Ulcerative Colitis

What is Ulcerative Colitis?

Ulcerative colitis is a debilitating and potentially life-threatening inflammatory bowel disease. It most often strikes people under 30 years of age. The younger the patient at onset, the greater the likelihood of severe symptoms. Painful ulcers gradually develop in the deepest lining of the large intestine and the rectum, but the entire colon may be affected.

The cause of ulcerative colitis is unclear, but researchers think that a faulty immune system and/or heredity may be partly to blame.  The immune system seemingly attacks healthy cells while trying to fight potentially dangerous bacterium and viruses. Stress and diet are no longer considered causes of ulcerative colitis, but they can intensify symptoms of the disease.

What are the Symptoms of Ulcerative Colitis?

The symptoms of ulcerative colitis depend on the location and severity of the inflammation. Symptoms may come and go.

Symptoms include:

  • Loose stools that may contain blood and/or mucous
  • Abdominal tenderness and/or pain
  • Painful rectum
  • Bowel movement urgency with or without defecation
  • Unexplained weight loss
  • Fever
  • Lethargy
  • Anemia
  • Growth failure in children

Ulcerative Colitis Causes

The causes of Ulcerative Colitis (UC) are not completely understood, but based on current research and data, there seem to be three major reasons for contracting this condition. The first is hereditary. UC seems to run in families, particularly those of Jewish descent.

Scientists have not been able to identify a specific gene or gene abnormality that causes UC, but there is strong evidence of a genetic component.

Another cause seems to be the body’s response to its own immune system. That response could be genetic or caused by a single incident, such as a viral or bacterial infection. As the body works to fight the infection, something in the immune system triggers an exaggerated intestinal response.

There is also some evidence that UC may have its roots in environmental factors. There is some evidence to suggest that UC can be triggered by certain antibiotics, oral contraceptives or diets that are extremely high in fat content.

Stress and certain food groups have also been known to cause an inflammatory response that leads to ulcerative colitis.
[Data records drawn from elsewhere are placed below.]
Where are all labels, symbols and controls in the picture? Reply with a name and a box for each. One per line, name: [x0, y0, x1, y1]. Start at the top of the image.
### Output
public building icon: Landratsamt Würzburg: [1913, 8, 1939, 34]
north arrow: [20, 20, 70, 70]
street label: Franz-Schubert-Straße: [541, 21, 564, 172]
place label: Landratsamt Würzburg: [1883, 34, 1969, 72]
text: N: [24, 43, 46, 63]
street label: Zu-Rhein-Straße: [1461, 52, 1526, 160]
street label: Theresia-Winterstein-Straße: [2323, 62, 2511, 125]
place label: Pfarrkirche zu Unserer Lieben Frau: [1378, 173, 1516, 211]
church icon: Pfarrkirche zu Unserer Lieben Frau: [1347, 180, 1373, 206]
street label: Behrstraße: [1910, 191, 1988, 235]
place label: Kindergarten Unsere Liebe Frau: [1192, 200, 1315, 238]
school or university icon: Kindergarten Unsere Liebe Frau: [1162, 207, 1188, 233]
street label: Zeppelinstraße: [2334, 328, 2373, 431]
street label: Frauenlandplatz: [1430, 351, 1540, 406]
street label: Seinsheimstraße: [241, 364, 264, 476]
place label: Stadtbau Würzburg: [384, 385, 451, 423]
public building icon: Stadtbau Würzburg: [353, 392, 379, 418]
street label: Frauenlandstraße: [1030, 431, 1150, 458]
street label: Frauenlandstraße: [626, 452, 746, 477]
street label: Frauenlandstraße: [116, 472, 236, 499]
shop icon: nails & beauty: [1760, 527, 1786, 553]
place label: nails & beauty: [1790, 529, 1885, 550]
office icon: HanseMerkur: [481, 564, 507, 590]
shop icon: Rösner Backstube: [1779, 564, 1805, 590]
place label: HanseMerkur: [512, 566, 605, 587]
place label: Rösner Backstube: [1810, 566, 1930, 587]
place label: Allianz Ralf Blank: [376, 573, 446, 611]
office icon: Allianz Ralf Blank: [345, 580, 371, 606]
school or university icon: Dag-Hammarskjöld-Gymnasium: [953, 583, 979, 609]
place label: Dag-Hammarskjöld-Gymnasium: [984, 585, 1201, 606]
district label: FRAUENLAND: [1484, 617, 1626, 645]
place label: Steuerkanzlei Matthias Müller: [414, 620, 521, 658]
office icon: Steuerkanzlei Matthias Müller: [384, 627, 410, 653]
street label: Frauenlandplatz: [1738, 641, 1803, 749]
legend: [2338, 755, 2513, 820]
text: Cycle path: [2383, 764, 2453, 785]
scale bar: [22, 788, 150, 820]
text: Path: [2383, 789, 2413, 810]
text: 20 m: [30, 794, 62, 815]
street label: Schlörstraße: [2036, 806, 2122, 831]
How is a Ulcerative Colitis Treated?

There are no curative treatments for ulcerative colitis, but symptoms can be treated and managed. It is possible to achieve long-lasting remission.

Treatments include:

  • Dietary changes (limitation of dairy, fiber, spicy, fatty and other problem foods)
  • Daily multivitamins and probiotics
  • Corticosteroids
  • Aminosalicylates
  • Immune suppressing medication
  • Medicinal suppositories or enemas
  • Antibiotics
  • Diarrhea medication
  • Pain medication
  • Supplemental iron
  • Nicotine patch therapy
  • Colon and rectum removal surgery (proctocolectomy)

Those with ulcerative colitis are at greater risk for colon cancer and should undergo regular colonoscopies. They may benefit from stress relieving techniques including regular exercise, massage, reflexology, meditation and biofeedback therapy.

Ulcerative Colitis Prevention

Because the causes of UC are not clearly understood, prevention is not really feasible. What can be prevented, however, is the episodes (known as flare-ups) that patients experience when they suffer from Ulcerative Colitis.

Prevention can take the form of medication – corticosteroid regimens and other anti-inflammatory drugs, probiotics, immunosuppressant drugs to control autoimmune responses, anti-diarrheal medication and iron supplements can all help control the condition.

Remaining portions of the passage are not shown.